> DATA FOR ANALYSIS
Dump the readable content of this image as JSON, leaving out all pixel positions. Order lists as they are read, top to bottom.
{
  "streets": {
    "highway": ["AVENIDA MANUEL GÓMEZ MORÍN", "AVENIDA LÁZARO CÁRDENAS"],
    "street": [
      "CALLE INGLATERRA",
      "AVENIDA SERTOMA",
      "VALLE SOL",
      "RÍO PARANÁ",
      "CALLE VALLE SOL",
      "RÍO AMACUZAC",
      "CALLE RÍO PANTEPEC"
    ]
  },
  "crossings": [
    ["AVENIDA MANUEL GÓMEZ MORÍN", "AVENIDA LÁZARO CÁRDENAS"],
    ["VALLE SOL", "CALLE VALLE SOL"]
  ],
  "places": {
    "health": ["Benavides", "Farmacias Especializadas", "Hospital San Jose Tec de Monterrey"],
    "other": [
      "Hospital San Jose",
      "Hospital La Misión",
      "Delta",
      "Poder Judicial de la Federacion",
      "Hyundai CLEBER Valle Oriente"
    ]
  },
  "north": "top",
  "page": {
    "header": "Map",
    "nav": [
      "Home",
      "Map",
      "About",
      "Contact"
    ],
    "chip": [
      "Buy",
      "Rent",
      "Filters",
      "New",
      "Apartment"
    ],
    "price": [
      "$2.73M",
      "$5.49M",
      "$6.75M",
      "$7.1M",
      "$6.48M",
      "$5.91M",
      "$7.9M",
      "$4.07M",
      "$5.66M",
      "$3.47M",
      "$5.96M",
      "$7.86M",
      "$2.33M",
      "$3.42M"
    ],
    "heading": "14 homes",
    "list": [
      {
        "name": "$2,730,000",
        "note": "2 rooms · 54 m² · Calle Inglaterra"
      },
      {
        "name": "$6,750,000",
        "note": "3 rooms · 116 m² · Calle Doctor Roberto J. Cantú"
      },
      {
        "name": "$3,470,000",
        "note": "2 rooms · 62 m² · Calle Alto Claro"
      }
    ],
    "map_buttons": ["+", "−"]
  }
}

> AIM OF THE TASK
Nothing is to be left out; every record above must be repeated exactly.

> RESPONSE TO THIS EXERCISE
Dump the readable content of this image as JSON, leaving out all pixel positions. Order lists as they are read, top to bottom.
{
  "streets": {
    "highway": ["AVENIDA MANUEL GÓMEZ MORÍN", "AVENIDA LÁZARO CÁRDENAS"],
    "street": [
      "CALLE INGLATERRA",
      "AVENIDA SERTOMA",
      "VALLE SOL",
      "RÍO PARANÁ",
      "CALLE VALLE SOL",
      "RÍO AMACUZAC",
      "CALLE RÍO PANTEPEC"
    ]
  },
  "crossings": [
    ["AVENIDA MANUEL GÓMEZ MORÍN", "AVENIDA LÁZARO CÁRDENAS"],
    ["VALLE SOL", "CALLE VALLE SOL"]
  ],
  "places": {
    "health": ["Benavides", "Farmacias Especializadas", "Hospital San Jose Tec de Monterrey"],
    "other": [
      "Hospital San Jose",
      "Hospital La Misión",
      "Delta",
      "Poder Judicial de la Federacion",
      "Hyundai CLEBER Valle Oriente"
    ]
  },
  "north": "top",
  "page": {
    "header": "Map",
    "nav": [
      "Home",
      "Map",
      "About",
      "Contact"
    ],
    "chip": [
      "Buy",
      "Rent",
      "Filters",
      "New",
      "Apartment"
    ],
    "price": [
      "$2.73M",
      "$5.49M",
      "$6.75M",
      "$7.1M",
      "$6.48M",
      "$5.91M",
      "$7.9M",
      "$4.07M",
      "$5.66M",
      "$3.47M",
      "$5.96M",
      "$7.86M",
      "$2.33M",
      "$3.42M"
    ],
    "heading": "14 homes",
    "list": [
      {
        "name": "$2,730,000",
        "note": "2 rooms · 54 m² · Calle Inglaterra"
      },
      {
        "name": "$6,750,000",
        "note": "3 rooms · 116 m² · Calle Doctor Roberto J. Cantú"
      },
      {
        "name": "$3,470,000",
        "note": "2 rooms · 62 m² · Calle Alto Claro"
      }
    ],
    "map_buttons": ["+", "−"]
  }
}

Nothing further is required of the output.